_Problem description_. Repeat every entry below exactly.

▬▬▬▬▬▬

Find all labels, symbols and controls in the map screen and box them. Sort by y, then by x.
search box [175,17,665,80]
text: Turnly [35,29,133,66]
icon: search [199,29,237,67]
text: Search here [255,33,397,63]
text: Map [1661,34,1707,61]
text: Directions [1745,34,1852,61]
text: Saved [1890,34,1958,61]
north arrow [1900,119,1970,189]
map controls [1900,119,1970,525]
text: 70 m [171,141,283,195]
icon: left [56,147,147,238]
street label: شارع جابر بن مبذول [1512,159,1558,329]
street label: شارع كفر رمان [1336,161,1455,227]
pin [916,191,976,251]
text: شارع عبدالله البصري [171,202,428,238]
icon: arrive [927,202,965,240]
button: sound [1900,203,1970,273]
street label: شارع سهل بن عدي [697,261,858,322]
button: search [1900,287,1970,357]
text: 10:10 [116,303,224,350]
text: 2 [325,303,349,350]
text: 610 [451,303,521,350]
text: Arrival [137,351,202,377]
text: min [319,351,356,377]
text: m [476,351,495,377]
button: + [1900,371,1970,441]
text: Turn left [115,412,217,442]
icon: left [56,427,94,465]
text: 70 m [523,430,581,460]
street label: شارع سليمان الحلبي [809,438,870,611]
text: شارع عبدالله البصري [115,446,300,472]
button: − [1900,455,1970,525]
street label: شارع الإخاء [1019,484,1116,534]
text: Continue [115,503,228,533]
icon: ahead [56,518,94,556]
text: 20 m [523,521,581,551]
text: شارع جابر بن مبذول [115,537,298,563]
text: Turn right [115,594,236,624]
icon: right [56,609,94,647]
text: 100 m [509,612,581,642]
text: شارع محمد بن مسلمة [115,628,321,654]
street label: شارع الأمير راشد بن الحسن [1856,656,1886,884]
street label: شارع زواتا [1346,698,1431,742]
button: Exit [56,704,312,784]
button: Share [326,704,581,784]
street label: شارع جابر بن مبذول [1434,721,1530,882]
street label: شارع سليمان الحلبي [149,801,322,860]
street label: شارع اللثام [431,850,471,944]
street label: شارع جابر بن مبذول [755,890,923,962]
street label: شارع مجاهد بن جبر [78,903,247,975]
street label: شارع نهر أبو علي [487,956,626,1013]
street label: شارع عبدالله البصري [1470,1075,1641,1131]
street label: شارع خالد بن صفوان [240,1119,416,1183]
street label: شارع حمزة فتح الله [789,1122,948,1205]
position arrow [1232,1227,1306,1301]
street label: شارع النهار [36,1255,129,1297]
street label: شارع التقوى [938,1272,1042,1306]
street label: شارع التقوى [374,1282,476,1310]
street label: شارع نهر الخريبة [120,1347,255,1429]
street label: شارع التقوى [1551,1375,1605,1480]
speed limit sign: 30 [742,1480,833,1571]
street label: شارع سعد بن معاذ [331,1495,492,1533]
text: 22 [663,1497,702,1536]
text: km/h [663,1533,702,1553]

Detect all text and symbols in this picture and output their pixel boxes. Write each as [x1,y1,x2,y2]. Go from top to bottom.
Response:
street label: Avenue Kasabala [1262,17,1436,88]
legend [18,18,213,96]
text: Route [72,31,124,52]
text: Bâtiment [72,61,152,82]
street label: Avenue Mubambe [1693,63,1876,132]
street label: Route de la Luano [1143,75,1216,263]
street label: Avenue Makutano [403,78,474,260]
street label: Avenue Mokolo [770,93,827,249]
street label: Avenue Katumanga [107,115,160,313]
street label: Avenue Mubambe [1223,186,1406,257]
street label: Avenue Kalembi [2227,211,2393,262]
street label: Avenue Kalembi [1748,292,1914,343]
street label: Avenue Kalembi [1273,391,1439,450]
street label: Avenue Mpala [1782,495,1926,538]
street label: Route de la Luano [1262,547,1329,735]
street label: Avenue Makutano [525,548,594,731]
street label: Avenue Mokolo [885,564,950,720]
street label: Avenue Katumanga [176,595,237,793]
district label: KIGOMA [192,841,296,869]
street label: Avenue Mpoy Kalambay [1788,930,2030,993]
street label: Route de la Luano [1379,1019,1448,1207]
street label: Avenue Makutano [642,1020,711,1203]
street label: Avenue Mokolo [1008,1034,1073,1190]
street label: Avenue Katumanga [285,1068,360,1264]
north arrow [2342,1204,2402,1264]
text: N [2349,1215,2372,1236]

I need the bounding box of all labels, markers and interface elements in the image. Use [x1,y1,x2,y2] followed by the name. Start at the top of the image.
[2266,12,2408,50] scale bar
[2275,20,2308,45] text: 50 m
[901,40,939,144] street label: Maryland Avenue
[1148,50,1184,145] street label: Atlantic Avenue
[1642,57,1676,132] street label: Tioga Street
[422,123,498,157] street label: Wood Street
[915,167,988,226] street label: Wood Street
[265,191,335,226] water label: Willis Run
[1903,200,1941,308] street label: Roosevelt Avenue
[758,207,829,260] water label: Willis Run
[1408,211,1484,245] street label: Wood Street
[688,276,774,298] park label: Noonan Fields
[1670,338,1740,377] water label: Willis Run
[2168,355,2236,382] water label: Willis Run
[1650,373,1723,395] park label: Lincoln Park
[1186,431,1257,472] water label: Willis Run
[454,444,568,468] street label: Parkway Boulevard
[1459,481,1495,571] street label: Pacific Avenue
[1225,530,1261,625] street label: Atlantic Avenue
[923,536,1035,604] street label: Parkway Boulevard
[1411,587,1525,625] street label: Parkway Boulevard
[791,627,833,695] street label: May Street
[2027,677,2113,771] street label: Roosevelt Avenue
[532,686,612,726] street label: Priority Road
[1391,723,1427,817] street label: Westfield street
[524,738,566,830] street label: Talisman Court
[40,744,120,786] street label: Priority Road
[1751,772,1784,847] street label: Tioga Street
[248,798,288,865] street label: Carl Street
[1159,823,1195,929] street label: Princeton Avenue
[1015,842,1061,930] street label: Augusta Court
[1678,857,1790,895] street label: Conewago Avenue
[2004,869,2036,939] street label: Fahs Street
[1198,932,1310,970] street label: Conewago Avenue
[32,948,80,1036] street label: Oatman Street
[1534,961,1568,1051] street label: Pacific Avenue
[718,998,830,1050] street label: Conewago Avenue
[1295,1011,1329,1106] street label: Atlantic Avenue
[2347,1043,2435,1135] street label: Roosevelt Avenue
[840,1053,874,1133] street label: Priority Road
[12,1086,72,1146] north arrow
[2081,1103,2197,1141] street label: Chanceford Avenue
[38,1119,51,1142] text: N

▬▬▬▬▬▬

_Result of the task_.
Find all labels, symbols and controls in the map screen and box them. Sort by y, then by x.
search box [175,17,665,80]
text: Turnly [35,29,133,66]
icon: search [199,29,237,67]
text: Search here [255,33,397,63]
text: Map [1661,34,1707,61]
text: Directions [1745,34,1852,61]
text: Saved [1890,34,1958,61]
north arrow [1900,119,1970,189]
map controls [1900,119,1970,525]
text: 70 m [171,141,283,195]
icon: left [56,147,147,238]
street label: شارع جابر بن مبذول [1512,159,1558,329]
street label: شارع كفر رمان [1336,161,1455,227]
pin [916,191,976,251]
text: شارع عبدالله البصري [171,202,428,238]
icon: arrive [927,202,965,240]
button: sound [1900,203,1970,273]
street label: شارع سهل بن عدي [697,261,858,322]
button: search [1900,287,1970,357]
text: 10:10 [116,303,224,350]
text: 2 [325,303,349,350]
text: 610 [451,303,521,350]
text: Arrival [137,351,202,377]
text: min [319,351,356,377]
text: m [476,351,495,377]
button: + [1900,371,1970,441]
text: Turn left [115,412,217,442]
icon: left [56,427,94,465]
text: 70 m [523,430,581,460]
street label: شارع سليمان الحلبي [809,438,870,611]
text: شارع عبدالله البصري [115,446,300,472]
button: − [1900,455,1970,525]
street label: شارع الإخاء [1019,484,1116,534]
text: Continue [115,503,228,533]
icon: ahead [56,518,94,556]
text: 20 m [523,521,581,551]
text: شارع جابر بن مبذول [115,537,298,563]
text: Turn right [115,594,236,624]
icon: right [56,609,94,647]
text: 100 m [509,612,581,642]
text: شارع محمد بن مسلمة [115,628,321,654]
street label: شارع الأمير راشد بن الحسن [1856,656,1886,884]
street label: شارع زواتا [1346,698,1431,742]
button: Exit [56,704,312,784]
button: Share [326,704,581,784]
street label: شارع جابر بن مبذول [1434,721,1530,882]
street label: شارع سليمان الحلبي [149,801,322,860]
street label: شارع اللثام [431,850,471,944]
street label: شارع جابر بن مبذول [755,890,923,962]
street label: شارع مجاهد بن جبر [78,903,247,975]
street label: شارع نهر أبو علي [487,956,626,1013]
street label: شارع عبدالله البصري [1470,1075,1641,1131]
street label: شارع خالد بن صفوان [240,1119,416,1183]
street label: شارع حمزة فتح الله [789,1122,948,1205]
position arrow [1232,1227,1306,1301]
street label: شارع النهار [36,1255,129,1297]
street label: شارع التقوى [938,1272,1042,1306]
street label: شارع التقوى [374,1282,476,1310]
street label: شارع نهر الخريبة [120,1347,255,1429]
street label: شارع التقوى [1551,1375,1605,1480]
speed limit sign: 30 [742,1480,833,1571]
street label: شارع سعد بن معاذ [331,1495,492,1533]
text: 22 [663,1497,702,1536]
text: km/h [663,1533,702,1553]

Detect all text and symbols in this picture and output their pixel boxes. Write each as [x1,y1,x2,y2]. Go from top to bottom.
Response:
street label: Avenue Kasabala [1262,17,1436,88]
legend [18,18,213,96]
text: Route [72,31,124,52]
text: Bâtiment [72,61,152,82]
street label: Avenue Mubambe [1693,63,1876,132]
street label: Route de la Luano [1143,75,1216,263]
street label: Avenue Makutano [403,78,474,260]
street label: Avenue Mokolo [770,93,827,249]
street label: Avenue Katumanga [107,115,160,313]
street label: Avenue Mubambe [1223,186,1406,257]
street label: Avenue Kalembi [2227,211,2393,262]
street label: Avenue Kalembi [1748,292,1914,343]
street label: Avenue Kalembi [1273,391,1439,450]
street label: Avenue Mpala [1782,495,1926,538]
street label: Route de la Luano [1262,547,1329,735]
street label: Avenue Makutano [525,548,594,731]
street label: Avenue Mokolo [885,564,950,720]
street label: Avenue Katumanga [176,595,237,793]
district label: KIGOMA [192,841,296,869]
street label: Avenue Mpoy Kalambay [1788,930,2030,993]
street label: Route de la Luano [1379,1019,1448,1207]
street label: Avenue Makutano [642,1020,711,1203]
street label: Avenue Mokolo [1008,1034,1073,1190]
street label: Avenue Katumanga [285,1068,360,1264]
north arrow [2342,1204,2402,1264]
text: N [2349,1215,2372,1236]

I need the bounding box of all labels, markers and interface elements in the image. Use [x1,y1,x2,y2] followed by the name. Start at the top of the image.
[2266,12,2408,50] scale bar
[2275,20,2308,45] text: 50 m
[901,40,939,144] street label: Maryland Avenue
[1148,50,1184,145] street label: Atlantic Avenue
[1642,57,1676,132] street label: Tioga Street
[422,123,498,157] street label: Wood Street
[915,167,988,226] street label: Wood Street
[265,191,335,226] water label: Willis Run
[1903,200,1941,308] street label: Roosevelt Avenue
[758,207,829,260] water label: Willis Run
[1408,211,1484,245] street label: Wood Street
[688,276,774,298] park label: Noonan Fields
[1670,338,1740,377] water label: Willis Run
[2168,355,2236,382] water label: Willis Run
[1650,373,1723,395] park label: Lincoln Park
[1186,431,1257,472] water label: Willis Run
[454,444,568,468] street label: Parkway Boulevard
[1459,481,1495,571] street label: Pacific Avenue
[1225,530,1261,625] street label: Atlantic Avenue
[923,536,1035,604] street label: Parkway Boulevard
[1411,587,1525,625] street label: Parkway Boulevard
[791,627,833,695] street label: May Street
[2027,677,2113,771] street label: Roosevelt Avenue
[532,686,612,726] street label: Priority Road
[1391,723,1427,817] street label: Westfield street
[524,738,566,830] street label: Talisman Court
[40,744,120,786] street label: Priority Road
[1751,772,1784,847] street label: Tioga Street
[248,798,288,865] street label: Carl Street
[1159,823,1195,929] street label: Princeton Avenue
[1015,842,1061,930] street label: Augusta Court
[1678,857,1790,895] street label: Conewago Avenue
[2004,869,2036,939] street label: Fahs Street
[1198,932,1310,970] street label: Conewago Avenue
[32,948,80,1036] street label: Oatman Street
[1534,961,1568,1051] street label: Pacific Avenue
[718,998,830,1050] street label: Conewago Avenue
[1295,1011,1329,1106] street label: Atlantic Avenue
[2347,1043,2435,1135] street label: Roosevelt Avenue
[840,1053,874,1133] street label: Priority Road
[12,1086,72,1146] north arrow
[2081,1103,2197,1141] street label: Chanceford Avenue
[38,1119,51,1142] text: N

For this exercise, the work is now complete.